My phone pinged a couple of times in quick succession.
TJ: The agents of this country have a new nickname for Chip Star.
Me: Go on, what?
TJ: Father Chipmas. He's always giving out gifts. His latest negotiation went like this. Player's agent tells his client he's going to ask for five grand a week because they're dropping down a division. Chip's opening offer... six grand a week! Agent has balls of steel because instead of biting Chip's hand off, he's saying yeah not sure there are other clubs interested.
Me: When agents are mean to me, that's tragedy. When they do it to Chip, that's comedy.
TJ: I'm running out of popcorn. I love transfer deadline day.
The next one was an update about Duggers.
Gemma: Not looking good. I think I should switch my efforts to convincing MD that The Wall will stand between the club and Weasel. What do you think?
I pulled at my lip for a while. Adding to MD's stress wasn't good for either of us and there was still time to bring a left-footed midfielder on loan. Or I could work around the gap in the squad. Josh Owens hadn't played well at left midfield today, but he was getting better every week.
Dan said, "I read that Napoleon used to divide a paper in two and write the pros on one side and the cons on another."
"Are you helping me with my decision-making process?"
Dan shrugged.
I pulled a face but discussing decisions usually led to better outcomes. Why not explain it to Dan? "Okay, first thing. Does the squad need a left mid? We have formations that don't use one and we have Pascal, Josh, Magnus, and Wibbers who can play there. And me."

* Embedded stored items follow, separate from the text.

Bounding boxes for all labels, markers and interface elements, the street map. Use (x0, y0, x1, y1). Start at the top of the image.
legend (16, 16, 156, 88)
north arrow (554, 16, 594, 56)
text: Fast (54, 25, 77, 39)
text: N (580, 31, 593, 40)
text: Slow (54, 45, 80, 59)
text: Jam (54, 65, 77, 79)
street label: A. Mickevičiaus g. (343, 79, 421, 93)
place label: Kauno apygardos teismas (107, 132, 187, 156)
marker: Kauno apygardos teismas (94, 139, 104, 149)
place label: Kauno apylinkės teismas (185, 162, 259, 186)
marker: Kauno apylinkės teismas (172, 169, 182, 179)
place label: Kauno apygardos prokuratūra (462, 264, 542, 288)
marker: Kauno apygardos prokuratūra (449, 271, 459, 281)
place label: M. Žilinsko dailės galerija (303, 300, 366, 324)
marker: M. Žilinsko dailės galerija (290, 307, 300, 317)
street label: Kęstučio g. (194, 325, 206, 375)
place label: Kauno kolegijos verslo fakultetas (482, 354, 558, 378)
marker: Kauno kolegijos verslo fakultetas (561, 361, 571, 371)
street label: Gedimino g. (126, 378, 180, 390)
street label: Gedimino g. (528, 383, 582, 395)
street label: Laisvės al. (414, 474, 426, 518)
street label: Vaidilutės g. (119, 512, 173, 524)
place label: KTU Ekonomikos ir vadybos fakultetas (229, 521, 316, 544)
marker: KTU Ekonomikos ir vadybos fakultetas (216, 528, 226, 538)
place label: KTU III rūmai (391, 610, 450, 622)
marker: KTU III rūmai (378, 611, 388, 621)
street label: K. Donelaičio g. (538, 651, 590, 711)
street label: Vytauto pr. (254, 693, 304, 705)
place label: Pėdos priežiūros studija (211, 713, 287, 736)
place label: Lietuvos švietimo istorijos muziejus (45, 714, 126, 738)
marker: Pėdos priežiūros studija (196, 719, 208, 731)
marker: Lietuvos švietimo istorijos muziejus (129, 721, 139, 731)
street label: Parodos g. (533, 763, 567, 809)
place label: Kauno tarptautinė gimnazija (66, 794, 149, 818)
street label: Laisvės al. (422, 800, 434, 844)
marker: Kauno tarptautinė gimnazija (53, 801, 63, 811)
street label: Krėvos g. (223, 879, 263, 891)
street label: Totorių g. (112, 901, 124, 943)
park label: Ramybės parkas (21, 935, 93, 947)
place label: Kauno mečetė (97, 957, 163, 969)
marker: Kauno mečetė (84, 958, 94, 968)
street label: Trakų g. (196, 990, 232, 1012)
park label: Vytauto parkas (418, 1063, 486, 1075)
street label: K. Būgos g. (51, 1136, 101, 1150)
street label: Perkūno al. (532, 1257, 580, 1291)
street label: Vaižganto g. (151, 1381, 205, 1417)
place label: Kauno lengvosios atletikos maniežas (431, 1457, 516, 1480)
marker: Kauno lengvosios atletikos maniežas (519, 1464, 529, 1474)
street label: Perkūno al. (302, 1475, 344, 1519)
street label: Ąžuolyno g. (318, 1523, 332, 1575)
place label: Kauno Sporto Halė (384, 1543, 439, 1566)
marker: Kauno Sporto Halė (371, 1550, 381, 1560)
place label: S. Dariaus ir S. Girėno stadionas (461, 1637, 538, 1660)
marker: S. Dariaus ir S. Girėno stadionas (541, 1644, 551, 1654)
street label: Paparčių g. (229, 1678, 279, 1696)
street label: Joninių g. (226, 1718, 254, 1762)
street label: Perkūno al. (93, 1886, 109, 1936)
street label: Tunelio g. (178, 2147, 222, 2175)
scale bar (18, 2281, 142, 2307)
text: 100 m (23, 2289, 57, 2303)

"You haven't played for ages," said Dan.
I ignored that. Magnus was dubious about my injury and had asked me not to resume full training. The heel didn't feel quite right but I would get a scan in the coming week and take it from there. "So we don't need need need a left mid but I want one and if we can get him now we can build him up for six months and really attack next season. We're short-ish at centre back but we can manage with what we've got. There are good players with contracts winding down this summer. Why pay a fee now when I can get them for free if I wait? Long story short, I want a left-mid but I'm not desperate. The benefit comes next season. What about Duggers specifically? Pro: He's my kind of player. He's dreamy. He takes set pieces and he's left-footed so if we've got Ryan and Charlie standing over a ball, the goalie doesn't know what's coming. He's young enough to improve and we would make a big profit on him. He is willing to come and willing to take a pay cut. Cons: His wife is... yeah. His agent is a dick."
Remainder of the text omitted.